I’ve been asked this quite a lot lately, so felt it a good time to blog about it.
At Reverse Delta, we specialise in recruitment websites, and provide both dedicated mobile recruitment websites as well as responsive recruitment sites.
About Responsive Web Design
A ‘responsive’ website resizes and re-orders itself to fit best on the screen it is being displayed upon. For example, our own website when viewed on desktop (or tablet) compared to smartphone:
On a smartphone, the top menu becomes a single dropdown and the right hand sidebar appears below the main content. We actually also hide some content from mobile.
About Our Mobile Recruitment Sites
Our mobile recruitment sites ‘feel’ similar to using a native iPhone app, but without the need to be listed in, and require users to download from an ever-growing App store.
They use the latest mobile technology and are optimised, both in screen-size and page ‘weight’ for smartphones. When somebody visits your site using a smartphone, the website ‘knows’ and automatically displays the mobile site. There is also a link to display the ‘desktop’ (i.e. full size) version of the site.
On tablets we display the full site, but there is coding in place to allow candidates to apply without uploading a CV as this is not typically possible on a tablet or smartphone.
As an example, our client Aldelia have a desktop job site as well as a dedicated mobile job site (incidentally they also decided to have a separate client-focused, responsive website)
So Which is “Best”?
I’m not sure there is a right answer really – it depends on your situation. Instead, I’ll highlight some pros and cons that will hopefully help you decide.
The Case for a Dedicated Mobile Website
Our mobile ‘web app’ runs in a browser so does not need to be downloaded from the app store, and is cross-platform so it works as well on Android (and Windows and Blackberry) as it does on iPhone.
Like all good apps, it is focused on one thing specifically, and it does it well: that is searching and applying to jobs.
You can make it easy to navigate by just including the most important content for those ‘on the go’.
So, this is very much a candidate-focused experience, although there is also the opportunity to add other pages of content to your mobile site.
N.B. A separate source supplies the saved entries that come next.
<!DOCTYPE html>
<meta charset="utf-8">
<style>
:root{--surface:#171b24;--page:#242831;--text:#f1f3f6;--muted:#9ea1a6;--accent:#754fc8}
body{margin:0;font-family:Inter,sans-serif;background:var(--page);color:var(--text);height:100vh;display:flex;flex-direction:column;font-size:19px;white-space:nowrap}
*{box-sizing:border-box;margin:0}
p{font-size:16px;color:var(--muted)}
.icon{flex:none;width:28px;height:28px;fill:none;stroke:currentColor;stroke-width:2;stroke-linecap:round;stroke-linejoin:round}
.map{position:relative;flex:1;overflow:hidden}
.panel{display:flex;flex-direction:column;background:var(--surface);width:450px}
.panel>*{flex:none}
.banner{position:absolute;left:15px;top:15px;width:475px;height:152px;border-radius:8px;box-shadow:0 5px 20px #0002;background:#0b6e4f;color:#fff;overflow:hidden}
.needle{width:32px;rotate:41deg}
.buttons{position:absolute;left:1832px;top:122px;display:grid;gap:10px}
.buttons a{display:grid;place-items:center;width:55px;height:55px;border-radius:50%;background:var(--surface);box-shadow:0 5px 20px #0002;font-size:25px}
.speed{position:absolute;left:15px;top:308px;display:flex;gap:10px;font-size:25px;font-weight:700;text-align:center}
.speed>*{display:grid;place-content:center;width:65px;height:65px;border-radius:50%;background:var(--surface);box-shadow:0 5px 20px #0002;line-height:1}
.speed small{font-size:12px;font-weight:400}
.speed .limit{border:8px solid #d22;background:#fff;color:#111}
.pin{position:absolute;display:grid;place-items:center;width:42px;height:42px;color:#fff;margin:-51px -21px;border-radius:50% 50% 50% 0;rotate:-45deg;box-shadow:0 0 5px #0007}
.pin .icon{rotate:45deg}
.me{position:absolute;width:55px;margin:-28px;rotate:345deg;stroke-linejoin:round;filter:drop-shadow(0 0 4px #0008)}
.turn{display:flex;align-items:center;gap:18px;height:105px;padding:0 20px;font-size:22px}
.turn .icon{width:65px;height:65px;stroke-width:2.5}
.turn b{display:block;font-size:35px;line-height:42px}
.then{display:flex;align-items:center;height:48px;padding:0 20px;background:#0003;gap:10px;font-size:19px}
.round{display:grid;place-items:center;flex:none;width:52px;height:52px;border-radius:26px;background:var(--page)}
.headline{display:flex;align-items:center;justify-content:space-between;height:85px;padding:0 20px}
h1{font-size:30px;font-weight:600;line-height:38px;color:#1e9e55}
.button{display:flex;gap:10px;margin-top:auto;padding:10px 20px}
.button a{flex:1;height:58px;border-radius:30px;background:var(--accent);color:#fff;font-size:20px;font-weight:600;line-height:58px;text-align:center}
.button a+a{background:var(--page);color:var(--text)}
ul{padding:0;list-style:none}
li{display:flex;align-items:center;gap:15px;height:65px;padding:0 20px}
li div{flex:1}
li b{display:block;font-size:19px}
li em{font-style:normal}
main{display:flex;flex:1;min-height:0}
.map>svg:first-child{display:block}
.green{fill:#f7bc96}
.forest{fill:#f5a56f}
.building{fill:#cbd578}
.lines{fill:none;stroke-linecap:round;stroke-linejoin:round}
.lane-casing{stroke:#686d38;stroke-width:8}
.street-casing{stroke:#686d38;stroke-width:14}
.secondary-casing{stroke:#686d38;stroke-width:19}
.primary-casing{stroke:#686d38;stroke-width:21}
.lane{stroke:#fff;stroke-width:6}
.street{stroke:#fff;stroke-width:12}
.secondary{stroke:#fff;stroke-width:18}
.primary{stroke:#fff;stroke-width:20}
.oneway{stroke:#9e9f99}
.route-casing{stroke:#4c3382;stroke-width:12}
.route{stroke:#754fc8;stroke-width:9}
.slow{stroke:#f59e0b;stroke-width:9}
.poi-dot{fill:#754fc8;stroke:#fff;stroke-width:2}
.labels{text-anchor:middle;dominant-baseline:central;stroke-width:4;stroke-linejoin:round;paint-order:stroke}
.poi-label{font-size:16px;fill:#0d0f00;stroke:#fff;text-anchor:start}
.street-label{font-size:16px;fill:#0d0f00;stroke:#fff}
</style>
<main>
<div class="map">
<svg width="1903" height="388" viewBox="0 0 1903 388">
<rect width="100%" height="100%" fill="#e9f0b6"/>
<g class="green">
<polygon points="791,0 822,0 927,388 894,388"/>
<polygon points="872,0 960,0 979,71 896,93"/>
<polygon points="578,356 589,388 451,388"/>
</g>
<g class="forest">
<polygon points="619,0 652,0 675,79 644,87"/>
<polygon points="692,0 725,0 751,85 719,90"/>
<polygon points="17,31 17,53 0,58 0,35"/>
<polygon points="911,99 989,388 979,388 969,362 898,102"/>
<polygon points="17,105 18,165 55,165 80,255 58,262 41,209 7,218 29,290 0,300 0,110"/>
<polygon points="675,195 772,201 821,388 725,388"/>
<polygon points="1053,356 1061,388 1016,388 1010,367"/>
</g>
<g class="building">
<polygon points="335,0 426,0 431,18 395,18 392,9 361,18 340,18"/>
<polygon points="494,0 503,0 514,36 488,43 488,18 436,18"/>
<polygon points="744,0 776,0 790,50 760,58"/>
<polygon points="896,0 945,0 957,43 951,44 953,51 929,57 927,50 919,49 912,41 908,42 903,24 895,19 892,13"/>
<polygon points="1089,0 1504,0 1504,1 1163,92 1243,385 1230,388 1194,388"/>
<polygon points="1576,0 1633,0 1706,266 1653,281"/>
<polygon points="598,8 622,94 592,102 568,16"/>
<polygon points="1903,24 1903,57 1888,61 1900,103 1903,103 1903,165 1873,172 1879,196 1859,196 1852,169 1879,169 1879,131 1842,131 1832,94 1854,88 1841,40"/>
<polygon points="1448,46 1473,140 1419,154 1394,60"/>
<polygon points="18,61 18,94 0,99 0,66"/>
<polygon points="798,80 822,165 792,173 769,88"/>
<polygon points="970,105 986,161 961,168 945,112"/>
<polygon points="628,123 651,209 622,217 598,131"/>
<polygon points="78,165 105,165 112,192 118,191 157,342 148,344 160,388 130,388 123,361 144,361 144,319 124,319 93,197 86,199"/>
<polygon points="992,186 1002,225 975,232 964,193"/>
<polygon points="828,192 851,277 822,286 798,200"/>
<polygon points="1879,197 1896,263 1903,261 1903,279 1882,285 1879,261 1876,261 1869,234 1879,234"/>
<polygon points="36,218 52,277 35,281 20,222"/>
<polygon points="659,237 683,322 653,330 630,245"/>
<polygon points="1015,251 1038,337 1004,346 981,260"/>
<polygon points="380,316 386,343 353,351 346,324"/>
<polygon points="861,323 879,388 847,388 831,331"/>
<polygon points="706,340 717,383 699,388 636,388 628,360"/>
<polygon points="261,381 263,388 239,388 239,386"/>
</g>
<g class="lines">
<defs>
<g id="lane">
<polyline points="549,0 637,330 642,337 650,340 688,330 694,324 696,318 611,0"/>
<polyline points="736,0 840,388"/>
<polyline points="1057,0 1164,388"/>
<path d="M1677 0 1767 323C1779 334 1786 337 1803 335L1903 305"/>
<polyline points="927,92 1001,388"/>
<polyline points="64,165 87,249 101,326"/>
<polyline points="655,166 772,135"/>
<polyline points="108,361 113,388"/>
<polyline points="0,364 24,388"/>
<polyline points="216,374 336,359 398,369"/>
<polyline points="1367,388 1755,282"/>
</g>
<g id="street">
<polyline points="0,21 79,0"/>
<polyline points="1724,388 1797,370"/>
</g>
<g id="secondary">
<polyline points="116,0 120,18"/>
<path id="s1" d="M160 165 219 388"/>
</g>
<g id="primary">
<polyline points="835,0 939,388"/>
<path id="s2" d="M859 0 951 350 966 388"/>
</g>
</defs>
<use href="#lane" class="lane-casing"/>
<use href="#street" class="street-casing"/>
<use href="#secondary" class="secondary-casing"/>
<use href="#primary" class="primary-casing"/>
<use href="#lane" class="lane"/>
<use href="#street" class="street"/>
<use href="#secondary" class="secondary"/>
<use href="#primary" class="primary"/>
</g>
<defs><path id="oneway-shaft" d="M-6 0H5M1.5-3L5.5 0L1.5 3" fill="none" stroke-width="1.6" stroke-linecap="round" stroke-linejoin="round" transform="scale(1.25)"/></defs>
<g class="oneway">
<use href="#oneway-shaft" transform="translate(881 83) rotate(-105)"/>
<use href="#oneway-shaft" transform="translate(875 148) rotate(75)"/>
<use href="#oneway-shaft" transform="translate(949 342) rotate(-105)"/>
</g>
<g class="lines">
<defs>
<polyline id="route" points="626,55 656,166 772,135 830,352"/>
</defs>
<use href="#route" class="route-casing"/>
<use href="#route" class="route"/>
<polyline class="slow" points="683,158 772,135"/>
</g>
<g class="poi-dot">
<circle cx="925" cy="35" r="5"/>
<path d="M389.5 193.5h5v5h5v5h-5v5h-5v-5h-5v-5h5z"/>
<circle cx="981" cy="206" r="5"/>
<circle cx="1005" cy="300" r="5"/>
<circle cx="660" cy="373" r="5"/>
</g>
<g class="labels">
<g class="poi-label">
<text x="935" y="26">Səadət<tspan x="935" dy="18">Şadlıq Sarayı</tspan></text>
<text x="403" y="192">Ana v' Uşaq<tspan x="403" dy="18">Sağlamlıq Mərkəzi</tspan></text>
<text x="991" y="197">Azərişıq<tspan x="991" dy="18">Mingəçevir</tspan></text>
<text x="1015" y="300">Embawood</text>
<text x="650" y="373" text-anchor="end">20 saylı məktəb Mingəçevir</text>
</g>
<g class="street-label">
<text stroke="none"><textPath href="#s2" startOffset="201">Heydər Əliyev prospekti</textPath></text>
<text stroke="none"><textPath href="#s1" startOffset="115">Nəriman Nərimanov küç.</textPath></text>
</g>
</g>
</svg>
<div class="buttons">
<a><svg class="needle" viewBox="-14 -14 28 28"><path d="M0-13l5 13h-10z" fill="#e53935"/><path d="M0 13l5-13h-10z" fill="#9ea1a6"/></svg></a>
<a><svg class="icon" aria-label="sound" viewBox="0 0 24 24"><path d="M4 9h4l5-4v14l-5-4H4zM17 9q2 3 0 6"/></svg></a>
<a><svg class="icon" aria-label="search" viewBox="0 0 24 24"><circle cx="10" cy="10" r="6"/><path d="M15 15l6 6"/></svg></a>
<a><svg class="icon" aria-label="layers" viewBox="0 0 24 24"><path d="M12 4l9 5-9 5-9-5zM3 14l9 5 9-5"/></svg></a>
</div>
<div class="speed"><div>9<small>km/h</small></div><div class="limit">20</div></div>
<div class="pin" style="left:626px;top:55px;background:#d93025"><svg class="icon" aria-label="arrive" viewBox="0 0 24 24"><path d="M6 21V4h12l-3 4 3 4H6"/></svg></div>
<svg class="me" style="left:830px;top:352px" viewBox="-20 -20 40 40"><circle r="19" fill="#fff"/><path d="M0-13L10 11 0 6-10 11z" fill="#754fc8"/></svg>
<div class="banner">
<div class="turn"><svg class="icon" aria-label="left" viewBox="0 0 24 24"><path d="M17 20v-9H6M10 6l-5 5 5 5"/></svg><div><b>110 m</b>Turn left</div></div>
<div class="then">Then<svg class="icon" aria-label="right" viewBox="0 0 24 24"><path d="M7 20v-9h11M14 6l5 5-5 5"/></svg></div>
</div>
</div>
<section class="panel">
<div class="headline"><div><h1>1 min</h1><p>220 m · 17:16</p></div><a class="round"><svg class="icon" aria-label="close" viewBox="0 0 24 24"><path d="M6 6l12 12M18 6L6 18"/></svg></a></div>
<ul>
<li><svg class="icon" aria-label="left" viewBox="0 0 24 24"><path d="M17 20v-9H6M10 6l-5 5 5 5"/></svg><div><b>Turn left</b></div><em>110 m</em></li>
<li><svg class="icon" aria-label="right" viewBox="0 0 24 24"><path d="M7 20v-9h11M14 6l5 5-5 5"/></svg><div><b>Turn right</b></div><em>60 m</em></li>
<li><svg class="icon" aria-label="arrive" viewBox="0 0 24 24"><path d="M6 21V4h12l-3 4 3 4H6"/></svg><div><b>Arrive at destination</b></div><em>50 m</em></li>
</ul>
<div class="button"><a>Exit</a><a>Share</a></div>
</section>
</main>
We provide a separate content management system (CMS) for our mobile sites, as we find our clients prefer to put cut-down ‘bite size’ chunks of information on their mobile sites, and not to have as much imagery (e.g. slideshows) as these can slow the site down. We are not yet in a 4G world (in fact many of us still struggle to get a decent 3G connection).
Video can also work well on mobile, but does need a decent connection.
If you have a website already, adding a dedicated mobile site will usually be the cheaper option, rather than re-building your existing site to be responsive.
The Case Against a Dedicated Mobile Website
You have two sites to manage (although this is fairly straightforward given you can copy, paste and edit as necessary).
If your developers are making changes, they may need to be made on two code bases.
Your users get a different experience on smartphones than they do on tablets and desktops.
The focus is on ‘actions’ (searching and applying) and typically has less information for those looking for more details about your services.
People visiting pages that only exist on your ‘full’ site from a smartphone will see the desktop sites page, which may not be well optimised for the smaller screen.
The Case for a Responsive Website
You have a single website to manage. Changes to your website can be seen on all devices.
Your users get a similar experience regardless of the device they are using.
You can target both clients and candidates as the content is the same regardless of the device.
Google recommends responsive web design, possibly because it makes it easier for Google to only index a single site, so for Google-based SEO this may be the better option. Also you do not have to run separate SEO campaigns for your mobile and desktop sites. (Do note that SEO is becoming increasingly difficult and expensive in crowded markets such as recruitment, so is only one part of a holistic digital marketing strategy. See my previous post “Is SEO Dead“.)
If you are having a new website designed, then responsive should certainly be a consideration, for future-proofing, but good user interface design is important to ensure ease of navigation.
The Case Against a Responsive Website
As previously mentioned, bandwidth can be an issue if your site is heavy on use of imagery.
If you have a lot of pages on your site, it can be tricky to navigate it on a smartphone. (Our own experience of scores of clients’ web analytics also tells us that these ‘about / info’ pages are rarely, if ever, visited, anyway – but that’s another story.)
Budgetary constraints should also be considered; currently doing responsive websites well is hard work: the tools are less widely available, and effort in design, development and especially in testing increases because the site has to be designed to work on a myriad of different screen sizes and platforms. In short: it is more costly.
It is also difficult to ‘retro-fit’ responsive into an existing website, as responsiveness has to be considered at design time.
For a candidate focused experience while we still do not have prevalent 4G networks, the mobile web app may be the better route.
If you already have a website, adding a dedicated mobile site will be the cheaper and quicker option.
If you are having a new website designed, responsive should be considered, depending on your target audience.
If Google-based SEO is paramount, then responsive will be the better option, but bear in mind the additional set up costs.
If you are unsure which route to take, you can of course have both, with the mobile website allowing the visitor to view the full site by simply clicking a button or link.